Saved entries
◇ ◇ ◇ ◇ ◇
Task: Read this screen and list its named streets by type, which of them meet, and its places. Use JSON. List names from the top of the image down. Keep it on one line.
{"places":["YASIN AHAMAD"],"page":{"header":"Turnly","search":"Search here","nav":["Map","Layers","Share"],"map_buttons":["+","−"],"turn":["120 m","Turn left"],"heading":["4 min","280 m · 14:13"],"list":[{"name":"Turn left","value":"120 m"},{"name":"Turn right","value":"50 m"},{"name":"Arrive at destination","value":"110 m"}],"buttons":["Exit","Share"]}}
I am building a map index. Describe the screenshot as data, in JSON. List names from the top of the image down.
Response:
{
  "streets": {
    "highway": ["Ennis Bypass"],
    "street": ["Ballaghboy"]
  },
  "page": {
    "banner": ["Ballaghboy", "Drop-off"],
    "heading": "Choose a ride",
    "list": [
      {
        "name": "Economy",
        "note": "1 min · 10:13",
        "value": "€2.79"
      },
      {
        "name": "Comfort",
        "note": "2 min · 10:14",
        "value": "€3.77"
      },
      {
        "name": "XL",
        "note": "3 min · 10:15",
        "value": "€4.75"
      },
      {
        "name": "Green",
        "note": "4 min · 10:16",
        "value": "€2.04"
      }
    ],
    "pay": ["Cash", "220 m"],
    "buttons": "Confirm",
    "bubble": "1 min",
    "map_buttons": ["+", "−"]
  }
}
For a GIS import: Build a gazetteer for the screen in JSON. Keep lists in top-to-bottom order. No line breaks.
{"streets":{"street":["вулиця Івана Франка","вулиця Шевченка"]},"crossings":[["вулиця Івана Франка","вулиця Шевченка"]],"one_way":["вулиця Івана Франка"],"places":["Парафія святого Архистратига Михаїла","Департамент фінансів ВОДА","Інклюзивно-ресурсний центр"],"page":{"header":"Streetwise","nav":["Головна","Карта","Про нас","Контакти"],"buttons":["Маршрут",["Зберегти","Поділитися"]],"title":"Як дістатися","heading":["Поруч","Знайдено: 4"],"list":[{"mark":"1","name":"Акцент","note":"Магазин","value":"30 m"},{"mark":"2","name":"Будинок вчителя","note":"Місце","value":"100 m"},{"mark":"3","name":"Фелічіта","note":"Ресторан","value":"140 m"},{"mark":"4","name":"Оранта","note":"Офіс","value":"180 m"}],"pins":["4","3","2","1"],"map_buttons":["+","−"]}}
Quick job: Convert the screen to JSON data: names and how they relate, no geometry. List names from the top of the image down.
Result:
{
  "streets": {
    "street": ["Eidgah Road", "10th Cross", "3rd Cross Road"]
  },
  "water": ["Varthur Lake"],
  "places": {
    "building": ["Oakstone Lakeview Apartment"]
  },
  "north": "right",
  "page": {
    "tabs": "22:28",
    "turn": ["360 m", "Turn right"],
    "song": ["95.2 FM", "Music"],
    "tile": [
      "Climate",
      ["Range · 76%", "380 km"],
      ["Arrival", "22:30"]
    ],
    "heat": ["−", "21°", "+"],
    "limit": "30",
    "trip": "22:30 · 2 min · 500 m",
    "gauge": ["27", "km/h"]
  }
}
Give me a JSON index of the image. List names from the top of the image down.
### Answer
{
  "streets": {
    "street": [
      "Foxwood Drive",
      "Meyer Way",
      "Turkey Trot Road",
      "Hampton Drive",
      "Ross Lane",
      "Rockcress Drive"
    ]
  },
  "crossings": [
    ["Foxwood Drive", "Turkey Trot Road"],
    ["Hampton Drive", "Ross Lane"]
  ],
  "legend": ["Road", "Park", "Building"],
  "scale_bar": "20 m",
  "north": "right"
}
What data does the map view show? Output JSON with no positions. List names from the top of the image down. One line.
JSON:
◇ ◇ ◇ ◇ ◇
## [BRIEF]
Above are some records. Copy each of their lines that holds the string "data".

## [TASK SOLUTION]
I am building a map index. Describe the screenshot as data, in JSON. List names from the top of the image down.
Quick job: Convert the screen to JSON data: names and how they relate, no geometry. List names from the top of the image down.
What data does the map view show? Output JSON with no positions. List names from the top of the image down. One line.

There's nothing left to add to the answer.